Guess she gave you things I didn't give to you.

Old friend, why are you so shy?

Ain't like you to hold back or hide from the light

I sighed heavily, still unable to go over to him. I could feel his eyes burning the back of my head. I watched as my friends glanced between me and him a look of worry written across their faces, it was tense to say the least. Taking a large breath I turned to face him, our eyes connecting once more like they always did, slowly I walked over to him, my heels sounding louder than before as I reached where he was standing. I noticed his expression as he eyed me up and down continuously my mature frame clearly to his liking. I couldn't help but run my eyes over him in return, he hadn't changed much, his muscles seemed a little more defined, his hair a little longer but he was still the same Joey as before.

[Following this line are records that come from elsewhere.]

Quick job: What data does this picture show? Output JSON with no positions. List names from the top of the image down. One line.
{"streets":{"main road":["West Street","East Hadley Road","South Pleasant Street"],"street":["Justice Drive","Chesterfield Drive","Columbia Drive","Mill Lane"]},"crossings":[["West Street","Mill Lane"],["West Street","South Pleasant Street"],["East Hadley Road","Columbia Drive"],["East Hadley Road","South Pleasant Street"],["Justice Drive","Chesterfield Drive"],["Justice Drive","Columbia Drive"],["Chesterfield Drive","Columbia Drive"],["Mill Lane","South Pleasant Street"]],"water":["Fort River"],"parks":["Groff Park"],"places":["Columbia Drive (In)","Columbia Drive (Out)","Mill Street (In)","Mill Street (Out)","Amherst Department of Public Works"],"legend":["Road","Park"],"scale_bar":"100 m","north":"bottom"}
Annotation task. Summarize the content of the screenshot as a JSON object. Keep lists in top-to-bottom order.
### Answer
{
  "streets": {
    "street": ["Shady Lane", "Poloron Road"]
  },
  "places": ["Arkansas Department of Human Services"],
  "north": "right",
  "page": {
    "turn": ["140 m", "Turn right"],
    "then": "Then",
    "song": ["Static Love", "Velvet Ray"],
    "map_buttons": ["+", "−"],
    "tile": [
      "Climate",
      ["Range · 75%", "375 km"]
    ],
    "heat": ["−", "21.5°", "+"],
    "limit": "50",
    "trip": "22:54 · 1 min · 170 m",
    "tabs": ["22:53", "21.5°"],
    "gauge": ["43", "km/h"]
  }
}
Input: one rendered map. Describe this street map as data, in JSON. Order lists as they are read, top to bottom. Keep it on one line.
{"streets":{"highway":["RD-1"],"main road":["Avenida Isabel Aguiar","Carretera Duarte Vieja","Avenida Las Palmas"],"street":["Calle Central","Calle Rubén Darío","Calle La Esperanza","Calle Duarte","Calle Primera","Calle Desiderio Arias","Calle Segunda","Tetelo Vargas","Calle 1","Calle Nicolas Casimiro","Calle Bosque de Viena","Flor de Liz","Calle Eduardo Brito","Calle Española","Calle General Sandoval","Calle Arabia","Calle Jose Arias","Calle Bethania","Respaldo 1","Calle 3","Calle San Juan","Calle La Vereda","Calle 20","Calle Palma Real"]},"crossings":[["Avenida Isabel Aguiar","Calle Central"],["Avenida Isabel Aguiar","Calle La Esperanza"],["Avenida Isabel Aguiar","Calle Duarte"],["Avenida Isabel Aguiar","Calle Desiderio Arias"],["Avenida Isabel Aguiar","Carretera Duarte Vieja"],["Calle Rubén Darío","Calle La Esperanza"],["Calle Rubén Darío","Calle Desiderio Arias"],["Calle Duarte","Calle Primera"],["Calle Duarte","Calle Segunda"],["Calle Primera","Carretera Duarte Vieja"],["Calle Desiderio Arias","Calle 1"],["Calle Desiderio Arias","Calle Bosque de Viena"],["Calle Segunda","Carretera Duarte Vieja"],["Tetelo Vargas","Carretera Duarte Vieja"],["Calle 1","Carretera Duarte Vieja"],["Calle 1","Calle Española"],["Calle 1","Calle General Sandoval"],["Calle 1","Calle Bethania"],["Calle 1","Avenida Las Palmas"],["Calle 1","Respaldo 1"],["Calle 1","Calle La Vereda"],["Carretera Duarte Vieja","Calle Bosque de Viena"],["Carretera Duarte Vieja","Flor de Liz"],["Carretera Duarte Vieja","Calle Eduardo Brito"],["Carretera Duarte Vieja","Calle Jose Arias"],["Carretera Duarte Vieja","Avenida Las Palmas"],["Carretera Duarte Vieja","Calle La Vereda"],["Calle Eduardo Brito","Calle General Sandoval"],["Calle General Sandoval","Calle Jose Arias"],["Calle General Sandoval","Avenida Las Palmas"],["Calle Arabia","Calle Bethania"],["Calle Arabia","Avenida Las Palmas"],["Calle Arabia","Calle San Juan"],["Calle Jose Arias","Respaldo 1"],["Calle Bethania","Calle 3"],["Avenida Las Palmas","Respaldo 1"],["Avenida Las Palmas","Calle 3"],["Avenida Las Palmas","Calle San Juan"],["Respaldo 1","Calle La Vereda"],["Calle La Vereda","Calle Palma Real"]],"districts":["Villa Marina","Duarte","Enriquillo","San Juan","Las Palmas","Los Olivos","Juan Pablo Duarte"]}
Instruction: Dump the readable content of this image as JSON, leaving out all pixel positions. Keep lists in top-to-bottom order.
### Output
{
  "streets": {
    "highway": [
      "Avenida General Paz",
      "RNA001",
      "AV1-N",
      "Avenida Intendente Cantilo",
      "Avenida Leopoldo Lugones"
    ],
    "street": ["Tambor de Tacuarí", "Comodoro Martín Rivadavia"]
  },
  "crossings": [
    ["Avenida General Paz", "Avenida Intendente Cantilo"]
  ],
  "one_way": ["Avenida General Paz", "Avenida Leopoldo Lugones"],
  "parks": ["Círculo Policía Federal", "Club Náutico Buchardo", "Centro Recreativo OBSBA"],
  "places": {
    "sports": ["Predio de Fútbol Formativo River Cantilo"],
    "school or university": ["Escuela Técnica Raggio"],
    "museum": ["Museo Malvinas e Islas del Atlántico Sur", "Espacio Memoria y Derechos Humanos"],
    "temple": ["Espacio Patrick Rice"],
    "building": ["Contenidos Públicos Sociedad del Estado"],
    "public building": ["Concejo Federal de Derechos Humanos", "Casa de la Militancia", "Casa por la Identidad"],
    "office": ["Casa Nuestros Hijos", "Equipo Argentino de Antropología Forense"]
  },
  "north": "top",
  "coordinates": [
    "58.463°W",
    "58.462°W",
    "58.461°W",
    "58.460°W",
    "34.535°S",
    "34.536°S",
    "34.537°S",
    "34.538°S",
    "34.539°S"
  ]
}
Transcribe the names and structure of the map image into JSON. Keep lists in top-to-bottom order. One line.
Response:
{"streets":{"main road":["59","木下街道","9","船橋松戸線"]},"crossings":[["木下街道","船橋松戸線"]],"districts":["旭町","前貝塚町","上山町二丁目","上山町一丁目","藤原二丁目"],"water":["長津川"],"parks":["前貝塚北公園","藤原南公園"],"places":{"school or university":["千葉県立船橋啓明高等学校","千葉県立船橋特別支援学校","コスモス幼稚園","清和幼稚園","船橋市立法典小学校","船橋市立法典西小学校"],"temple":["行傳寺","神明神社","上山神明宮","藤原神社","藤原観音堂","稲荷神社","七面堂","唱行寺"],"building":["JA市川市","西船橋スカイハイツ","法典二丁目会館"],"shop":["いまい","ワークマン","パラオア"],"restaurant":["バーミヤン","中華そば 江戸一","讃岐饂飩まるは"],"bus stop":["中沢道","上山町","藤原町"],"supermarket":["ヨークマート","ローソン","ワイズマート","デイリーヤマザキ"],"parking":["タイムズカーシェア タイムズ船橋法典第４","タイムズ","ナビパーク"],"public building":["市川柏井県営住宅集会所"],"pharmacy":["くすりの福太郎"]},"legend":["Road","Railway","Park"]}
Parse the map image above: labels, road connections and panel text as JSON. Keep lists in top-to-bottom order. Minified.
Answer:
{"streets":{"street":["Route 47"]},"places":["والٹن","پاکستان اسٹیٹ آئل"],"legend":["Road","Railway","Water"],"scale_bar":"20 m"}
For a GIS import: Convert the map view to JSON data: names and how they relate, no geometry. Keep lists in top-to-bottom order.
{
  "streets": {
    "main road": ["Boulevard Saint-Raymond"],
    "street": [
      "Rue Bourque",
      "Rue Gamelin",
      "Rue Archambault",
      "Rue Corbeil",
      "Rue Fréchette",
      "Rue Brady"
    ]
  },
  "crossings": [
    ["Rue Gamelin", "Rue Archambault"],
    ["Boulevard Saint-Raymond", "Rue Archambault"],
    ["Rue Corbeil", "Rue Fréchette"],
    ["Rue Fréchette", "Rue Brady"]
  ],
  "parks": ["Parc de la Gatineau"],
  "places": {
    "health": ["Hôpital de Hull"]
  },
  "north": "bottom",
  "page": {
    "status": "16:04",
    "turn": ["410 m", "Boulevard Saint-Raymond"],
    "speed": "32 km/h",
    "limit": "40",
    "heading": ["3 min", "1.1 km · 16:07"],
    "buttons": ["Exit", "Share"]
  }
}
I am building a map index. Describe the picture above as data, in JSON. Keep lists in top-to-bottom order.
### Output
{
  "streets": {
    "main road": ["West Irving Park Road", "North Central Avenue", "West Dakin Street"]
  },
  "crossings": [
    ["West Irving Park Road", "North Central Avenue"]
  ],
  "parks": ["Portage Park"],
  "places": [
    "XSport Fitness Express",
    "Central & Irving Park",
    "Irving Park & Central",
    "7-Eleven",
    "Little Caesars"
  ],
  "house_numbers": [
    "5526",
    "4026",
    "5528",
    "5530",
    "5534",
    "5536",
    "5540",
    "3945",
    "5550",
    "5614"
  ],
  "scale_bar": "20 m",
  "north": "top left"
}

"Hi" I finally spoke, but it was almost a whisper, worried that people could hear us, they were definitely trying to anyways, the pub had only a slight hum of noise.

He cleared his throat politely before replying "Hey" a small smile curling on his lips. Before I could speak again a blond walked into the pub, taking my full attention, she walked confidently up to Joey who had now paled considerably as I put two and two together. "Babe" she smiled sweetly, her hands resting on his biceps, claiming his to be hers. I suddenly felt a little sick, my stomach turning a little at the sight, Joey was watching me closely I could feel his eyes on me, he could read me so easily unfortunately, the hurt and pain in my eyes were clear as day. "Who's this?" she chirped up, bloody hell she was brash, Joey rubbed his head awkwardly, his eyes still on me.

"This is Lauren, my cousin" he commented, I could tell he hated using the word cousin, but it was the only way to explain who I was, because that was all I was now.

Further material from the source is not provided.